En effet, si l’énergie éolienne reste une alternative majeure à l’utilisation d’énergies fossiles, il n’existe pas qu’une manière de l’exploiter.

La technologie existe aujourd’hui pour travailler à l’autonomie énergétique des bâtiments, notamment par l’usage de micro éoliennes de moins de 12 mètres de hauteur, moins destructurantes pour les paysages, générant moins de nuisances et dont l’implantation ne nécessite aucune formalité.

Nulle doute également que la perspective de s’affranchir, ne serait ce que partiellement, des grands opérateurs, ferait accepter aux riverains de ces ouvrages les moindres contraintes qui y seraient associées et donnerait au "développement durable" un visage moins désincarné et plus en phase avec les territoires et les hommes qui y vivent.

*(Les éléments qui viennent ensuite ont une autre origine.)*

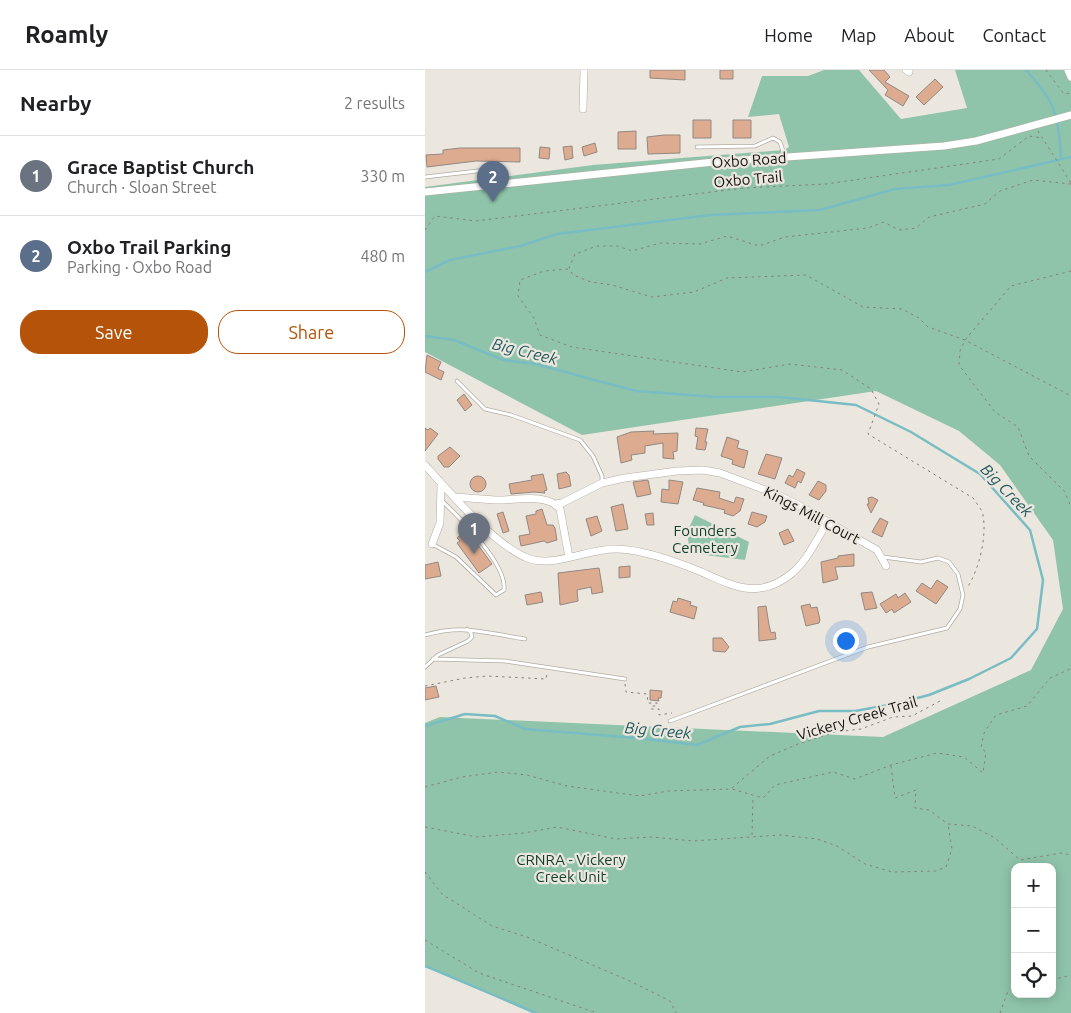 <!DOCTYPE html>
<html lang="en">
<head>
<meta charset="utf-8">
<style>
	body { margin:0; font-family:Ubuntu,sans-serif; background:#f2f2f2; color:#202124 }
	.controls { position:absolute; right:15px; bottom:15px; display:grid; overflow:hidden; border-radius:10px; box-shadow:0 2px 12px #0003 }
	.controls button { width:45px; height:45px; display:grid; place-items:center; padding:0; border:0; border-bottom:1px solid #e0e0e0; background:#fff; color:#202124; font:25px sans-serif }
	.you { position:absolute; left:420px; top:570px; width:18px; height:18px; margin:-12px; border:4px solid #fff; border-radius:50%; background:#1a73e8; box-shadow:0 0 0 8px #1a73e833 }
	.badge { display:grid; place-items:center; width:32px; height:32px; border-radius:50%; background:#b45309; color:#fff; font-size:16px; font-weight:700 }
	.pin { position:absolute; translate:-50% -41px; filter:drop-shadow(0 1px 2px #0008) }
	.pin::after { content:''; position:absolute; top:26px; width:18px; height:15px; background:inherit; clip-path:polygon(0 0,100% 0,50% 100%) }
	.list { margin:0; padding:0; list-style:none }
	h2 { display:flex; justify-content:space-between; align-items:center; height:65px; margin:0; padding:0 20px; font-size:21px }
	h2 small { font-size:16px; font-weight:400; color:#757577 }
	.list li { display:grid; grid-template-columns:32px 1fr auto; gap:15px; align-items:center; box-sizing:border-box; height:80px; padding:0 20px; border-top:1px solid #e0e0e0 }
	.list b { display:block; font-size:19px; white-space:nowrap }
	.list p { margin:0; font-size:16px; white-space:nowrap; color:#757577 }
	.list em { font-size:16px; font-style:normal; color:#757577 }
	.actions { display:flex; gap:10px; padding:15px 20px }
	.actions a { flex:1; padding:11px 0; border:1px solid #b45309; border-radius:20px; text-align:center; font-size:18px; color:#b45309 }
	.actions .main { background:#b45309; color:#fff }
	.icon { flex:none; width:28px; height:28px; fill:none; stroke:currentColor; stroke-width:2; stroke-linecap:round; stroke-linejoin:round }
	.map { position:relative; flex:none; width:646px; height:943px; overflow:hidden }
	header { display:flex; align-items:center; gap:30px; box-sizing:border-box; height:70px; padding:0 25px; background:#fff; border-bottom:1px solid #e0e0e0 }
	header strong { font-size:24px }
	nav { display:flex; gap:28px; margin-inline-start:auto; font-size:18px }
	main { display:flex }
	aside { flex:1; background:#fff }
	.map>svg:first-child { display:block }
	.green { fill:#8fc4aa; fill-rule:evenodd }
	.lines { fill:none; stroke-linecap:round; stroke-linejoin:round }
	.stream { stroke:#78bcc4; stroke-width:2.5 }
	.building { fill:#ddac90; stroke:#918883 }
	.service-casing { stroke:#b1ada4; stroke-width:4.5 }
	.minor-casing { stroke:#b1ada4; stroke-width:8 }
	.path { stroke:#84817b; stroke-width:1; stroke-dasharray:2.5 4; stroke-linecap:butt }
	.service { stroke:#fff; stroke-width:3 }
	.minor { stroke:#fff; stroke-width:7 }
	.labels { text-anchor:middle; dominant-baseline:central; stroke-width:4.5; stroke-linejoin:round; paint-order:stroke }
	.street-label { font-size:15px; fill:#12110e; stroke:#ece7de }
	.park-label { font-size:15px; fill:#12402e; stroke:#ece7de }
	.water-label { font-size:16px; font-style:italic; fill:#1f595f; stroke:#ece7de }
</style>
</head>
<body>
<header>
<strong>Roamly</strong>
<nav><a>Home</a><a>Map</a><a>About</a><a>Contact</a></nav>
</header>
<main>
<aside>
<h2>Nearby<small>2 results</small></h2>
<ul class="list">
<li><span class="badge" style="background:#6b7280">1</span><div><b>Grace Baptist Church</b><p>Church · Sloan Street</p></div><em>330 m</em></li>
<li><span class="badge" style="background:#5c6f8a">2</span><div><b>Oxbo Trail Parking</b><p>Parking · Oxbo Road</p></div><em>480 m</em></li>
</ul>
<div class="actions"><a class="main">Save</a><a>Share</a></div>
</aside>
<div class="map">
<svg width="646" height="943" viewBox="0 0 646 943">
	<rect width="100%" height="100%" fill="#ece7de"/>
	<path class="green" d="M399 0H434L476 49 542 38 530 0H646V943H107L0 895V653L15 647 458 667 606 600 638 539 628 470 575 395 534 361 451 321 157 365 0 282V117L168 95 359 80 364 77 354 44 323 47 337 6H383ZM590 797H627V924H590Z
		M270 445 324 472 320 490 265 483 262 462Z"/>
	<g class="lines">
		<path class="stream" d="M601 0C631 33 633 44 636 87
			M0 202 25 190 95 176 132 164 285 145 395 140 470 119 524 115 646 87
			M0 266 29 270 78 290 110 294 211 321 291 327H354L431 335 486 362 555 404 605 460 618 510 612 559 586 588 544 609 504 625 469 634 430 641H394L345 654 315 657 272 675 211 668 100 659 70 646 40 644 0 656
			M0 896 111 943"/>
	</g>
	<path class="building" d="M225 0H260V10L225 8Z
		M295 0H308V9H295Z
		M444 0H459L465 7 460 12 484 26 478 36 460 25 463 20Z
		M510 9 518 17 499 35 491 27Z
		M268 50H286V68H268Z
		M308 50H326V68H308Z
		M211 61V79H193V62Z
		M239 65H255V83L223 84 222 67Z
		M170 73 172 82 159 86 157 77Z
		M147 76 148 88 140 90 138 77Z
		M115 77 125 78 124 89 114 88Z
		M35 78H95V92L51 91 2 97 1 85 18 84V80Z
		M2 285 16 292 13 299 19 302 16 310 0 302Z
		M39 324 47 335 40 341 32 330Z
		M0 358 3 360 5 358 13 364 0 381Z
		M271 358 283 359 280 372H282L280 380 271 379 273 367 270 366Z
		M229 361 228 364 253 363 252 381 248 382 249 389 238 388V373L220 376V383L206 385 207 390 196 393 192 367 206 362Z
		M302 367 314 371 312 378 323 381 319 398 307 394 308 390 296 386Z
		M25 377 35 386 24 397H19L13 389V386Z
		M341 384 357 388 350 409 333 404Z
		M372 399 380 403 376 413 373 411 370 418 360 413 364 405 368 407Z
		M141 402 144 405 146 416 134 419 132 404Z
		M118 404 122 420 119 421 120 423 109 422 86 424 84 414 107 410 106 406Z
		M45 414a8 8 0 1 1 16 0a8 8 0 1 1-16 0Z
		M223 410 226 424 212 427 208 412Z
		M244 410 258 412 253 434 236 432 237 419 244 420Z
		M393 411 401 415V421L394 430 384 425Z
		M272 418 295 422 294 428 309 433 311 427 319 429 315 441 308 446 299 443 300 440 278 435 279 433 268 430Z
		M447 427 453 430 446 443 442 434H444L443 428Z
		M198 434 203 459 191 461 186 437Z
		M117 439 122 455H128L130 458 132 470 122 473 119 471 96 476 94 466 105 464 101 446 111 444V441Z
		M78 442 84 461 78 463 72 444Z
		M327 442 342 446 340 452 332 457 323 454Z
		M228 443 229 455H222L220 444Z
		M172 446 177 461 166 466 161 449Z
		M455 448 463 452 457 467 447 462Z
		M363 459 369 471 359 475 354 463Z
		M38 463 41 467 45 464 67 494 54 503 32 473 35 471 32 468Z
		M429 484V496L410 497 413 509 398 513 396 492 413 488V486Z
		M13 492 16 506 0 509V495Z
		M205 496V507L194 508V497Z
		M174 498 178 522 167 524 166 517 152 520 153 531 135 535 133 503Z
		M512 510 523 517 511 534 491 521 497 513 506 519Z
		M116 522 118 532 102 535 100 525Z
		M447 522 452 538 440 540 436 523Z
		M480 523 486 532 469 543 467 539 461 543 455 534 471 524 473 528Z
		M253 528 266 532 265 535 272 537 269 549 245 542 248 531 252 532Z
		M385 534 386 538 392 537 395 550 394 553 381 556 376 536Z
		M341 536 344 555 346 563 350 562 351 569 334 571 333 537Z
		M288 568H297L304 577 300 582 288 581Z
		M11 616 14 627 0 630V618Z
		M225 620 237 621 236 628H233L234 631 225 630Z"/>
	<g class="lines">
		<defs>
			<path id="service" d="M272 77 330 76 348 68 355 72 360 87
				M0 107 61 100 64 103 66 114
				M32 311 60 339 86 345 155 370 168 386 177 406V412
				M7 474 31 487 71 525 79 520C82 494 35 448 16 430
				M0 565C40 554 60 563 100 569
				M8 589 80 591 200 609
				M0 597 13 585 43 571 47 567 46 563 42 559
				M245 651 443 577 522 558 535 539 538 525 533 504 524 492 513 488 496 492 458 487"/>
			<path id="minor" d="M481 0 484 2
				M643 0 646 7
				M158 39 159 0
				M0 122 289 92 519 76 551 71 646 45
				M0 395C24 422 68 473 100 487 126 500 165 477 193 479 217 480 252 492 274 501 307 515 332 531 366 504 382 491 392 469 403 451
				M30 427C43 428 56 429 70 430 89 431 121 422 135 439L144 487
				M130 434 137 433 177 413 200 408 252 401 278 400 295 403 351 424 375 436 452 480 461 496
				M7 474 15 453 16 415"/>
		</defs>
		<use href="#service" class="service-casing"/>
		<use href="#minor" class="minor-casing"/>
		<path class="path" d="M621 0 639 24 646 23
			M613 61 646 113
			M646 114 608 110 575 121 560 134 504 147 491 158 474 160 459 152 443 158 360 167 334 176 302 166 275 174 235 173 207 181 193 176H172L150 184 144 198 148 205 166 212 187 215 227 227 269 222 302 208 381 205 438 237 477 239 494 248 503 257 540 270 646 326
			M0 160 10 146 51 151 319 118 401 114 574 89 604 66 617 68
			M143 199 119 201 95 210 93 226 109 248 115 265 147 277 317 302 365 294 417 300 446 319 454 334 443 364 548 428C551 433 557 439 558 445 562 467 554 500 542 518
			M646 201 586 216 540 270 535 281 534 295 570 342 593 357 604 386 640 422 646 437
			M200 614 201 622 222 624 223 633H232V636H227L226 639H234V645L247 643
			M0 616 40 608 62 606 121 609 122 603
			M466 696 470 728 491 720 490 738 504 740 523 754 547 756 570 768 595 790 636 783 646 785
			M0 717 37 707 73 702 102 705 142 716 215 726 243 721 307 719 338 728 350 715 408 702 430 709 466 695 512 683 539 687 558 703 561 682 556 678 559 663 571 645 602 636 625 608 645 599 646 595
			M307 718 345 686 373 674 410 662 436 659 468 647 487 646 515 631
			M0 757 52 767 99 763 132 757 191 769 227 767 268 771 355 765 392 769 412 776 440 794 467 802 511 801 521 797 527 779 523 754
			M327 765 328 727
			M0 802 17 824 67 856 102 867 205 911 245 931 251 943
			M0 870 54 903 172 943
			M627 910 646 905
			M575 943 583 921 590 919"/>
		<use href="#service" class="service"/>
		<use href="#minor" class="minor"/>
	</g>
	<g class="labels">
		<g class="street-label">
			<text transform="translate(324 90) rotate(-4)">Oxbo Road</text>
			<text transform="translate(323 109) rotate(-5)">Oxbo Trail</text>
			<text transform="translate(387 445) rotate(28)">Kings Mill Court</text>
			<text transform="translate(432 648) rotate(-16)">Vickery Creek Trail</text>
		</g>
		<g class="park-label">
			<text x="280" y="460">Founders<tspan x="280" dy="17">Cemetery</tspan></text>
			<text x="146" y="789">CRNRA - Vickery<tspan x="146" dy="17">Creek Unit</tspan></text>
		</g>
		<g class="water-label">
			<text transform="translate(100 281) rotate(14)">Big Creek</text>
			<text transform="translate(582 420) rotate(46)">Big Creek</text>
			<text transform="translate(233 660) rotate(5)">Big Creek</text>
		</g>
	</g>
</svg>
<div class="controls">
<button>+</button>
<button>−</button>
<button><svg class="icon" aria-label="locate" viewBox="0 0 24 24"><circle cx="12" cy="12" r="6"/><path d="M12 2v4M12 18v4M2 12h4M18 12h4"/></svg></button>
</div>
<div class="you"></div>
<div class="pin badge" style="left:49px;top:484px;background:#6b7280">1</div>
<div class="pin badge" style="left:68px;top:132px;background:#5c6f8a">2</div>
</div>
</main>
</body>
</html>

Développer plus avant les technologies existantes et les mettre à portée, non d’un intérêt public abstrait, mais de chaque foyer concourant à l’intérêt commun ; offrir aux générations futures l’autonomie énergétique des biens immobiliers par l’usage individuel ou collectif d’énergies renouvelables suivant des modes moins attentatoires aux paysages et à l’environnement ; supprimer les intermédiaires que sont les grands opérateurs chaque fois que cela est possible ; dynamiser les éco-entreprises et artisans du BTP intervenant dans ce domaine... voilà ce vers quoi devraient tendre la recherche et les aides publiques, voilà, une perspective qui serait sans doute plus conforme aux trois grands piliers du développement durable.

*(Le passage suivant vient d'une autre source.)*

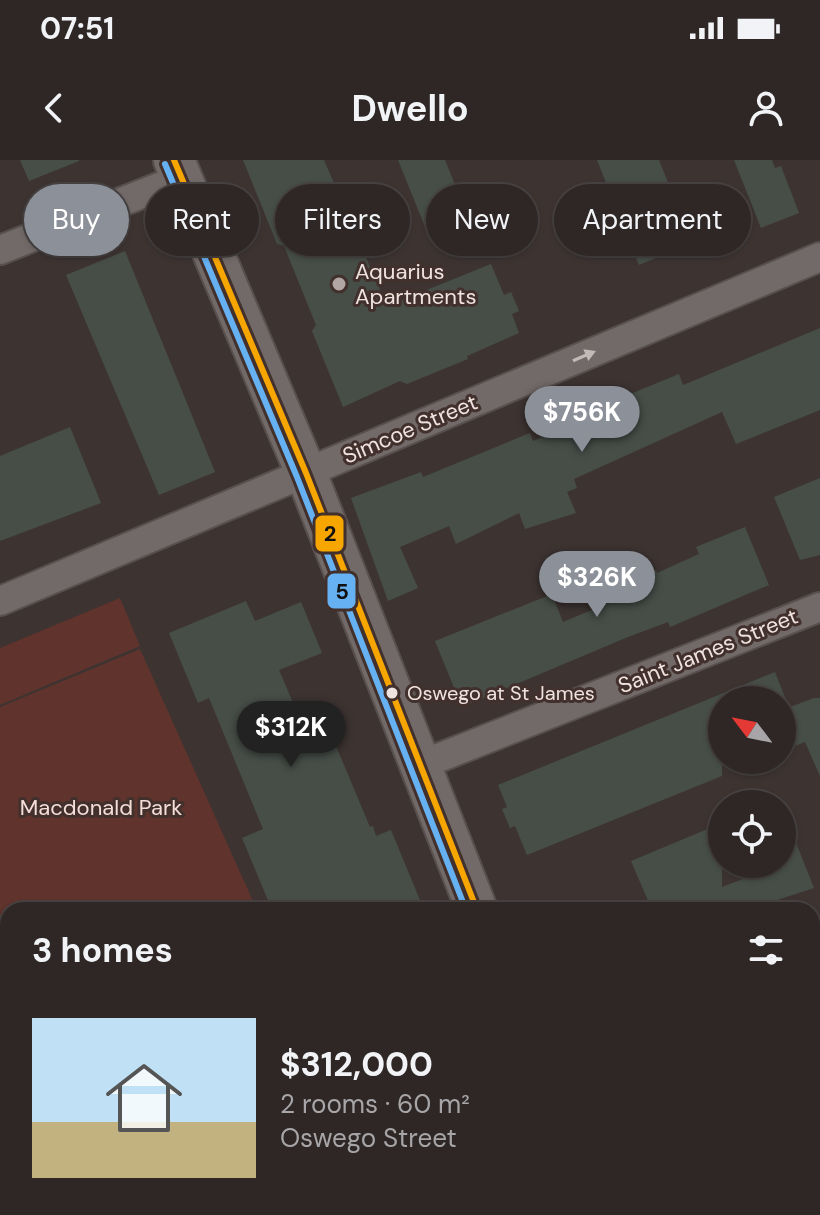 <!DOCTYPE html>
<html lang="en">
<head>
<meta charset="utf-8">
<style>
	body { margin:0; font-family:"DM Sans",sans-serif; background:#362f2e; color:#f1f3f6; height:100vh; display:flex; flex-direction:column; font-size:30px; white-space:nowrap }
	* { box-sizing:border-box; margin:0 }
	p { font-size:26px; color:#a7a5a7 }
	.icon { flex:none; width:44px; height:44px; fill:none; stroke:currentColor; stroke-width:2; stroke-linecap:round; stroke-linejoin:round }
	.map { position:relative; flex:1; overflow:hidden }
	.side { position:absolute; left:0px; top:742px; width:820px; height:314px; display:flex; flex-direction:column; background:#2e2726; border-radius:24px 24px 0 0; box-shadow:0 2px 6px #0004,0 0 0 2px #494443 }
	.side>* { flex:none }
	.guide { position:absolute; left:24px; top:24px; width:772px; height:72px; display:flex; gap:16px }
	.needle { width:52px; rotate:302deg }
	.tools { position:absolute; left:708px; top:526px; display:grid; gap:16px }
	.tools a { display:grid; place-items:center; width:88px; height:88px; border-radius:50%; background:#2e2726; box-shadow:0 2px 6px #0004,0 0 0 2px #494443; font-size:40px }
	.price { position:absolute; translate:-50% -68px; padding:0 18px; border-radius:28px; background:#8c9099; color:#fff; font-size:26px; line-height:52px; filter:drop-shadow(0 2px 4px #0008) }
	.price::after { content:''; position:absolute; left:50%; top:48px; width:24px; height:18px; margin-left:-12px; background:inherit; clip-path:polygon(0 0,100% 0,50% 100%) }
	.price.on { background:#222; color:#fff }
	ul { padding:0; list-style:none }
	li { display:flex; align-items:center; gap:24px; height:200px; padding:0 32px }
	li+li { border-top:2px solid #494443 }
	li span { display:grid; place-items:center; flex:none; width:224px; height:160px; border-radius:0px; color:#555 }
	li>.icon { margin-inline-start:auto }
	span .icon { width:96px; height:96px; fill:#fffc; stroke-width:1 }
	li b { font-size:34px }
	h2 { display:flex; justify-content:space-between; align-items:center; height:96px; padding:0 32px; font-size:34px }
	.pill { padding:0 28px; border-radius:36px; background:#2e2726; box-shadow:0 2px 6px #0004,0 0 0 2px #494443; font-size:28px; line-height:72px }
	.pill.on { background:#8c9099; color:#fff }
	.status { display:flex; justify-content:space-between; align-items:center; height:56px; padding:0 40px; background:#2e2726; direction:ltr }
	.status svg { height:22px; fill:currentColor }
	header { display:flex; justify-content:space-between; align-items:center; height:104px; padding:0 32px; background:#2e2726; font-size:36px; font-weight:700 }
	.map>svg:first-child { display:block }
	.green { fill:#60332d }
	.building { fill:#474e48 }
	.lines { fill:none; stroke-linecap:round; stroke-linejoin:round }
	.street-casing { stroke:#58504e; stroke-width:32 }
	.secondary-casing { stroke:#58504e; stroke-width:44 }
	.street { stroke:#716a68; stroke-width:28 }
	.secondary { stroke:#716a68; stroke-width:40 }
	.bus-1-casing { stroke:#42302d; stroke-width:12 }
	.bus-2-casing { stroke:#42302d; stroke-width:12 }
	.bus-1 { stroke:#f7a600; stroke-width:6 }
	.bus-2 { stroke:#66b1f2; stroke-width:6 }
	.oneway { fill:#c3b9b6 }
	.poi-dot { fill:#b1a6a3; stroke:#42302d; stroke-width:3 }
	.bus-dot { fill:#efe3e0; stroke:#42302d; stroke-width:3 }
	.labels { text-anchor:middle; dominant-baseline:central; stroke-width:6; stroke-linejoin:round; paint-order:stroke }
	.bus-label { font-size:20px; fill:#efe3e0; stroke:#42302d; text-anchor:start }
	.poi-label { font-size:22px; fill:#efe3e0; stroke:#42302d; text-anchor:start }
	.street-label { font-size:22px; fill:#efe3e0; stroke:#42302d }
	.park-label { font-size:22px; fill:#f5ddd8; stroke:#42302d }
	.line-badge { stroke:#42302d; stroke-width:3 }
	.pale-badge-label { font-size:22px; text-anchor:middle; font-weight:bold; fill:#111 }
</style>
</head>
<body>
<div class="status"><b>07:51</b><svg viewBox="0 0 49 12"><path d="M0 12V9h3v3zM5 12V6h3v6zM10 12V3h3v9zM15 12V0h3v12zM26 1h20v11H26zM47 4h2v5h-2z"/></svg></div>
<header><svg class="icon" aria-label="back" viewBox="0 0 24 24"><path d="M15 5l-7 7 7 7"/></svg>Dwello<svg class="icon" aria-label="person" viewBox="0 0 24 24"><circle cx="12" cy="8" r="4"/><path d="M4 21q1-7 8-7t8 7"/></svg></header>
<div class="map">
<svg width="820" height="1055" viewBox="0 0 820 1055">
	<rect width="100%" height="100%" fill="#3d3432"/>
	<path class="green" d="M120,438l20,48 -140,59v-57z
		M140,489l117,261h-249v298h382l3,7h-393v-508z"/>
	<path class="building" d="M20,0h59v1l-50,20z
		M243,0h81l63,146 104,-42 13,31 7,-3 8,19 -7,3 7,19 -52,23 1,3 -61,25 -7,-3 -57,26 -31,-76 4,-6 -32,-79 -7,-2z
		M398,0h47l25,62 -40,17z
		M597,0h62l33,83 -53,22z
		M734,0h38l3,8 6,-2 18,47 -38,15z
		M125,91l90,221 -56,23 -93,-220z
		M820,168v82l-84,34 -14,-32 -148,67 3,9 -10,4 9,21 -51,16 -6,-16 -63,31 -7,-18 -49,21 18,41 -30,13 -37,-103 70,-26 2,5 107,-44 3,8 41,-18 -2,-5 107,-44 4,11z
		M70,267l31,76 -101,38v-85z
		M820,318v77l-20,5 -26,-63z
		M745,367l24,58 -99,42 -2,-5 -40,15 -166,70 -27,-66 117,-47 11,28 50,-21 -8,-19 19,-7 3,7 29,-12 1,3 42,-19 -3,-7z
		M246,441l9,20 46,-19 21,51 -43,17 23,54 21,-9 47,112 3,-1 3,10 15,-6 33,80h-152l-30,-72 21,-9 -54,-131 -11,5 -29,-70z
		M775,512l11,28h-64v76l-195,79 -12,-29 -5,2 -8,-19 5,-2 -9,-22z
		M814,538h6v78l-15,-34 -23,9v-41z
		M783,650l31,78 -67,22h-95l-21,-49 91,-38v64l60,-23z"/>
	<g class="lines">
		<g class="street-casing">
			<path id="street" d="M0,90l182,-72
				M0,441l820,-344
				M418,606l402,-159
				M812,777l8,-3
				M812,951l8,-3
				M563,1055l17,-7"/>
		</g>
		<g class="secondary-casing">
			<path id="secondary" d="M174,0l132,313 171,437
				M598,1048l3,7"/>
		</g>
		<use href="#street" class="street"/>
		<use href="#secondary" class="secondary"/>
		<g class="bus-1-casing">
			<path id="bus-1" d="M174,0l132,313 171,437"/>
		</g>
		<g class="bus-2-casing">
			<path id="bus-2" d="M165,4l132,313 169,433"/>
		</g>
		<use href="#bus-1" class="bus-1"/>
		<use href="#bus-2" class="bus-2"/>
	</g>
	<defs><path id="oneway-solid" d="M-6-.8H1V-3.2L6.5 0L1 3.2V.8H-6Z" transform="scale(2)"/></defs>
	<use class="oneway" href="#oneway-solid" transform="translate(584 196) rotate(-23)"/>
	<circle class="poi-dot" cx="339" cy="124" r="8"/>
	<circle class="bus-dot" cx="392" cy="533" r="7"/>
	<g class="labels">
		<g class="bus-label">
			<text x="407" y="533">Oswego at St James</text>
		</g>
		<g class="poi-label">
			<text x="355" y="111">Aquarius<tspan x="355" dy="25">Apartments</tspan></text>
		</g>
		<g class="street-label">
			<text transform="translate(410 269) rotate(-23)">Simcoe Street</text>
			<text transform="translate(708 491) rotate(-22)">Saint James Street</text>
		</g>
		<g class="park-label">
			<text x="101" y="647">Macdonald Park</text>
		</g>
	</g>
	<g class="line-badge">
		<rect x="314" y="354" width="31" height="39" rx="8" fill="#f7a600"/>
		<rect x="326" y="412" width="31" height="38" rx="8" fill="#66b1f2"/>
	</g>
	<g class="pale-badge-label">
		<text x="330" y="381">2</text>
		<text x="342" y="439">5</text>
	</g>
</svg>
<div class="tools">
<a><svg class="needle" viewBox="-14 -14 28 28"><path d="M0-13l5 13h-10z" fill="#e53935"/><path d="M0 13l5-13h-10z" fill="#a7a5a7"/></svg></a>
<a><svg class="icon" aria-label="locate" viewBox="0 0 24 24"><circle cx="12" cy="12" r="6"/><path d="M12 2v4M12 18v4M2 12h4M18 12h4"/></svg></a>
</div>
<b class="price" style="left:582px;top:294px">$756K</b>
<b class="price" style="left:597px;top:459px">$326K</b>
<b class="price on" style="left:291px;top:609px">$312K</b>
<div class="guide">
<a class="pill on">Buy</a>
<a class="pill">Rent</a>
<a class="pill">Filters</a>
<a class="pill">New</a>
<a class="pill">Apartment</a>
</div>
<section class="side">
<h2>3 homes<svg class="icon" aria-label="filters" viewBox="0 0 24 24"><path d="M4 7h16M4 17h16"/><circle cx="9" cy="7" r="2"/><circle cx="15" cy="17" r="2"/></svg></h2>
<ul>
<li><span style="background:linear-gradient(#bfe0f5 65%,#c2b280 0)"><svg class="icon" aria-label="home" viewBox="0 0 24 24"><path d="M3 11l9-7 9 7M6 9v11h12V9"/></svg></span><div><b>$312,000</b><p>2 rooms · 60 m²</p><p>Oswego Street</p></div></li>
</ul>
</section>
</div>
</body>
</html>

L’amélioration de la performance énergétique des bâtiments n’est-elle pas un des premiers objectifs issus du Grenelle de l’Environnement ? Alors pourquoi, dans ce même esprit, ne pas privilégier l’autonomie énergétique des bâtiments ? La question mérite d’être posée pour qu’un jour peut-être, autour de l’éolien, le bonheur de tous rencontre celui de chacun.

Jérôme BOUQUET-ELKAÏM - Avocat au Barreau de Rennes
Spécialiste en droit de l’environnement

1. Commission Mondiale sur l’Environnement et le développement : "Notre avenir à tous", Ed. Fleuve, p.51.

2. Basilien Gainche : "La libéralisation communautaire des marchés de l’électricité", AJDA 2003, p.223.

3.Voir enquête sur l’instruction des demandes de permis de construire DGEMP-DIDEME, novembre 2007.

4. Pour un panorama de la jurisprudence et du régime des projets éoliens voir : "Droit des énergies renouvelables", Editions du Moniteur, Paris 2008.